DIMENSIONS ( <column_name1>, <column_name2>, ... ) String
The columns to include as dimensions in the reflection.
MEASURES ( <column_name1> ( <aggregation_type> ), <column_name2> ( <aggregation_type ), ... ) String
The columns to include as measures in the reflection, and the type of aggregation to perform on them. The possible types are COUNT, MIN, MAX, SUM, and APPROXIMATE COUNT DISTINCT.
PARTITION BY ( <column_name1>, <column_name2>, ... ) String Optional
The columns on which to partition the data horizontally in the reflection.
LOCALSORT BY ( <column_name1>, <column_name2>, ... ) String Optional
The columns on which to sort the data that is in the reflection.
ARROW CACHE Optional
Specifies that you want Dremio to convert data from your reflection’s Parquet files to the Apache Arrow format when copying that data to executor nodes. Normally, Dremio copies data as-is from the Parquet files to caches on executor nodes, which are nodes that carry out the query plans devised by the query optimizer. Enabling this option can improve query performance even more. However, data in the Apache Arrow format requires more space on the executor nodes than data in the default format. You can use this option with Amazon S3.
CREATE EXTERNAL REFLECTION <reflection_name> String
Creates an external reflection with the specified name.
USING <table_name> String
The path of the derived table to use with the external reflection.
CREATE RAW REFLECTION <reflection_name> String
Creates a raw reflection with the specified name.
USING DISPLAY ( <column_name1>, <column_name2>, ... ) String
The columns to include in the reflection.
PARTITION BY ( <column_name1>, <column_name2>, ... ) String Optional
The columns on which to partition the data horizontally in the reflection.
LOCALSORT BY ( <column_name1>, <column_name2>, ... ) String Optional
The columns on which to sort the data that is in the reflection.
DROP REFLECTION String Optional
Drops the specified reflection defined on the table.
REFRESH REFLECTIONS String Optional
For information about the refresh action performed, see Triggering Refreshes by Using the Reflection API, the Catalog API, or an SQL Command.
ROUTE REFLECTIONS TO { DEFAULT QUEUE | QUEUE { <queue_name> | <queue_uuid> } } String
Specify the queue on which to run jobs that refresh reflections defined on the dataset.
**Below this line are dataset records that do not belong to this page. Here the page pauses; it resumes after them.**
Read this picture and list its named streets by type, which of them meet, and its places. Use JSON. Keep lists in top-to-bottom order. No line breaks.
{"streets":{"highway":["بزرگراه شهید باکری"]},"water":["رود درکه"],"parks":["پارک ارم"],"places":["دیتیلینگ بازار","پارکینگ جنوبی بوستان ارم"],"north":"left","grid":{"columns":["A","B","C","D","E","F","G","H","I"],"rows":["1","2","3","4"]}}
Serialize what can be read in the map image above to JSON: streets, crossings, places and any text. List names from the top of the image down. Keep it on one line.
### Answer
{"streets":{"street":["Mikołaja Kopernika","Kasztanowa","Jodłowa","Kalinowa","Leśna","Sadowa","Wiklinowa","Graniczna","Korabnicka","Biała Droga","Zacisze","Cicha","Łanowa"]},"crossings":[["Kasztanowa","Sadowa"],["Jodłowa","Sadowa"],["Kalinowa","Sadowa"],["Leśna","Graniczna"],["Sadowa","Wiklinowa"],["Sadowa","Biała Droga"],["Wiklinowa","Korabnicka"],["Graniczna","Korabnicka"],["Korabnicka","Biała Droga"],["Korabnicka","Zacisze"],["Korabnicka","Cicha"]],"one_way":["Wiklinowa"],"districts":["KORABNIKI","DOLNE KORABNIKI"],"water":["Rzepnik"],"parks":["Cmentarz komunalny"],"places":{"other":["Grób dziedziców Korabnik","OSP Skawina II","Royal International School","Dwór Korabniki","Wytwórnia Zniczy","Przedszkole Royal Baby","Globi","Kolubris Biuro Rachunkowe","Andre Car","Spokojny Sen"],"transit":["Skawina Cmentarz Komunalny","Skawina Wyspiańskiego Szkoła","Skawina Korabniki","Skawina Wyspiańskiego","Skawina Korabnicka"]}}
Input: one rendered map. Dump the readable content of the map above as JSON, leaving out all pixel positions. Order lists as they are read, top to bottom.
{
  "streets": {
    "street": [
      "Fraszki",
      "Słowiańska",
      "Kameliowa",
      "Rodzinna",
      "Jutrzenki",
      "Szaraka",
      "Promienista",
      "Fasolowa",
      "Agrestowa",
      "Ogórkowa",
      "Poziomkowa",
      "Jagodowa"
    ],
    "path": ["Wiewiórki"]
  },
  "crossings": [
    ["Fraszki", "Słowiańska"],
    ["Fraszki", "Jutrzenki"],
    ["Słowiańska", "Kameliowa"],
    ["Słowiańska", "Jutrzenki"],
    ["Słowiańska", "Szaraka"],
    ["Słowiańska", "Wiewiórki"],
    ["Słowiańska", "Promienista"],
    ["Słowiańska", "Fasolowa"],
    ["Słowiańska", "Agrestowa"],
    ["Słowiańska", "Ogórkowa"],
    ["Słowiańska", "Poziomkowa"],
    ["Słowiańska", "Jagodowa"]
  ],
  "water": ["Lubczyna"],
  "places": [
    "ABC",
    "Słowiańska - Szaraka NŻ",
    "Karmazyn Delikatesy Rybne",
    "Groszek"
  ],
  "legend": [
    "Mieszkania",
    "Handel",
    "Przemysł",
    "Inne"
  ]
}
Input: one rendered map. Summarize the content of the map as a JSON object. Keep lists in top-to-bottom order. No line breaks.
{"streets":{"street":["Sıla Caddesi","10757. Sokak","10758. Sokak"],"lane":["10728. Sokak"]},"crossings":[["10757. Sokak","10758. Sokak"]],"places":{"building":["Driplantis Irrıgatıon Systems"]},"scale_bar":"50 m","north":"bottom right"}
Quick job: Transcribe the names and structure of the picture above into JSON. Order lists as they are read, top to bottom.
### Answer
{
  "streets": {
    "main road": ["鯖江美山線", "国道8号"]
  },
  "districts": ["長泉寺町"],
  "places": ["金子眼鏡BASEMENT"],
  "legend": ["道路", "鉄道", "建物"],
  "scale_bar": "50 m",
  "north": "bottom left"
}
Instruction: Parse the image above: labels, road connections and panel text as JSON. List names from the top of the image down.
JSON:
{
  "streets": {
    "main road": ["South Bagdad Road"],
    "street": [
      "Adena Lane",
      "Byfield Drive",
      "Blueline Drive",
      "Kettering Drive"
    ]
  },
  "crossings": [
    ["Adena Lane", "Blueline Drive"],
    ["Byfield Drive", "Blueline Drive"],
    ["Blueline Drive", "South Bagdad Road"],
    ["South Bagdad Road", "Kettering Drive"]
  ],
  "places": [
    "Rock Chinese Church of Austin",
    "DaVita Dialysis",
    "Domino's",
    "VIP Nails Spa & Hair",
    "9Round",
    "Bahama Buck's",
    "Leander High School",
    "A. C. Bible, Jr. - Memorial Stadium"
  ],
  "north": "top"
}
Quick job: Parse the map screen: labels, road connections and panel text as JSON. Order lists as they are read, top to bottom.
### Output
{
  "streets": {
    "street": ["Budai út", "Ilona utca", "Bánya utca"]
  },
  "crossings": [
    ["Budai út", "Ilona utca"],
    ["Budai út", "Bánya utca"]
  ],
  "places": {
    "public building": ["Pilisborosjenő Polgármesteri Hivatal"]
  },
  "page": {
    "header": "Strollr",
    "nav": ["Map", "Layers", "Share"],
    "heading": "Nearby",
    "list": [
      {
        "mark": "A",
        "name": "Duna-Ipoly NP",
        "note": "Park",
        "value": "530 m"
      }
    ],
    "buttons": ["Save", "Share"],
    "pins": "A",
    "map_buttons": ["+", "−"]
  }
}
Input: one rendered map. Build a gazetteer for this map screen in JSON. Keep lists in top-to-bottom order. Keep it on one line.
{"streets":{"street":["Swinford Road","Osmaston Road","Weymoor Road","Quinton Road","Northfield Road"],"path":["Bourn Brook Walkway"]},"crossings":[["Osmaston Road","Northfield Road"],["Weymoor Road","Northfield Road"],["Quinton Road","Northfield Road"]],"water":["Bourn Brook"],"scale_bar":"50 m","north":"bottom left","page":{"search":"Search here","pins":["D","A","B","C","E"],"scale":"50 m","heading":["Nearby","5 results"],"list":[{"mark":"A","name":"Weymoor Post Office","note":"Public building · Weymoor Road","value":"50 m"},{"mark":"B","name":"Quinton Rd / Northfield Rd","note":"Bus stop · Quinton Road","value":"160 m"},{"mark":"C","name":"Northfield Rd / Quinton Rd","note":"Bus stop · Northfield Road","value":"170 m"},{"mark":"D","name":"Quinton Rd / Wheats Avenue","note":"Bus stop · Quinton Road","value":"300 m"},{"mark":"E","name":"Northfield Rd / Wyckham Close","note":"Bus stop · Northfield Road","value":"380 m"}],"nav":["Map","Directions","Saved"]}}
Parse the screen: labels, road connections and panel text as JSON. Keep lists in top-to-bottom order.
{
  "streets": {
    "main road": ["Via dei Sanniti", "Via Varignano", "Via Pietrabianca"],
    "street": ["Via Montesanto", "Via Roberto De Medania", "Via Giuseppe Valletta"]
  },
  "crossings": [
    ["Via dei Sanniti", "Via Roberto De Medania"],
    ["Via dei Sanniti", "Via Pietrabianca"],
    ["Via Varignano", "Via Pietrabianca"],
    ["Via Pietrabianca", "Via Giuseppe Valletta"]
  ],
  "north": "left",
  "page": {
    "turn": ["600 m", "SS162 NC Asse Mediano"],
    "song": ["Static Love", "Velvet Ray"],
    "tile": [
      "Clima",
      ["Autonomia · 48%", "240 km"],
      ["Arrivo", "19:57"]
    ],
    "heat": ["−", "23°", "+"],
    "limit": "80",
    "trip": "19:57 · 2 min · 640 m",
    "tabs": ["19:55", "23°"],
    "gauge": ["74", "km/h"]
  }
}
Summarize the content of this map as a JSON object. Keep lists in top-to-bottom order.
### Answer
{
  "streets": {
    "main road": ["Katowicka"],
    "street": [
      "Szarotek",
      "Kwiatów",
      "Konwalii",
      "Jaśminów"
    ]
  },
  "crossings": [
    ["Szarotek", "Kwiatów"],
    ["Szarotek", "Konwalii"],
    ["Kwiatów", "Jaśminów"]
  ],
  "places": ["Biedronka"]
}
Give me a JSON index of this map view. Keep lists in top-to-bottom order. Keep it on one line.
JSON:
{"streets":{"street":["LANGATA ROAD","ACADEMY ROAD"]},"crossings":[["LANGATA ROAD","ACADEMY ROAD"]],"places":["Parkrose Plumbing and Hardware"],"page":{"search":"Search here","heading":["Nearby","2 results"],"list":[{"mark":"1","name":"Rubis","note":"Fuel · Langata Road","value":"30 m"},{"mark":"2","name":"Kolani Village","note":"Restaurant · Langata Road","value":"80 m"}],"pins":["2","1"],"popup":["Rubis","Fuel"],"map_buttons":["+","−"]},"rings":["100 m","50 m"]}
Use either the name or UUID of the queue. If neither a name nor a UUID is specified, the default queue is used. You can also directly specify the default queue. For more information, see Queue Routing.
{ ADD | DROP } PARTITION FIELD { <column_name> | <partition_transform> } String Optional
ADD partitions the table data on the values in a single column or by using one of the partition-transformation functions. DROP drops the partition definition. These are the partition-transformation functions:
identity( <col> )
: Explicitly specified identity transform.year( <col> )
: Partition by year. The column uses either the TIMESTAMP or DATE data type.month( <ts_col> )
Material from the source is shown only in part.